Waar velen zo bang voor waren is nu toch gebeurd.  :Mad:  Wees voorzichtig met wat je doet, het kan jou ook overkomen.

----------


## Jugfire

Ik las het zojuist ook op fok.nl

Erg om te lezen dat het nogsteeds kan voorkomen dat iemand valt terwijl wij allemaal weten dat werken op hoogte verantwoordelijk en veilig moet gebeuren.

edit> overigens mijn medeleven naar de familie en de omstanders/collega's

----------


## SpaceyDeeJ

Viavia werd ik vanochtend gebeld over een eventuele gebeurtenis in de Rai. Omdat ik zelf freelance journalist ben, en daarnaast strijd ! voor veilige manier van werken, trok dit mijn aandacht. 

Navraag bij oa de persdienst van de productie maatschappij van Holiday On Ice leerde mij dat ik de man kende van rigging werkzaamheden tijdens een ander evenement in de Rai. 

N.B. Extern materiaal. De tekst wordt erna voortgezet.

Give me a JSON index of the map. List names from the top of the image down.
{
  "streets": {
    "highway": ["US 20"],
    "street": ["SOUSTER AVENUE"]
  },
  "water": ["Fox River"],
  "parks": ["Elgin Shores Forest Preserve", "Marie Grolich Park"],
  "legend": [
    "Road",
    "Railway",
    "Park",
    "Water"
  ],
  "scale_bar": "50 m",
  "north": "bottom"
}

Ik kan jullie vertellen dat de verslagenheid bij het bureau dat deze rigger heeft ingehuurd plus bij mij en overige collega bijzonder groot is. 

Over de toedracht en wat er precies gebeurt is, doe ik voor alsnog geen uitspraken. Er zijn op dit moment alleen dingen die van horen zeggen overgaan van de een op de ander en zou het dus alleen speculatief zijn om daar iets over mede te delen. 

De omgekomen man was ZEER bekwaam en wist waar hij mee bezig was...

Dit is nu een van de voorbeelden waarom ik altijd zo onwijs fel ben op veilig werken in onze branche en zo anti beunhaas ben...

----------


## dirtymike

Ik was daar gisteravond.............spacydeej, wat jij daar zegt kan ik alleen maar beamen, groot verlies van een bekwame mens. Kan je ook vertellen dat de crew aldaar zwaar aangeslagen was en waarschijnlijk, ik spreek ook namens mezelf, nog steeds behoorlijk in de piepzak zit. Ik schrijf dit dan ook werkelijk met de tranen in de ogen.....geloof me.

Ook ik kan niet genoeg benadrukken dat iedereen zorg moet dragen voor zijn of haar eigen veiligheid en dat het zaak is, om elkaar daar tot vervelens toe van gewaar te maken, tja iedereen is wakker nu, maar dit is zo kut en vooral zo onnodig.............5 minuten eerder thuis, of nooit meer, lijkt me een eenvoudige keus.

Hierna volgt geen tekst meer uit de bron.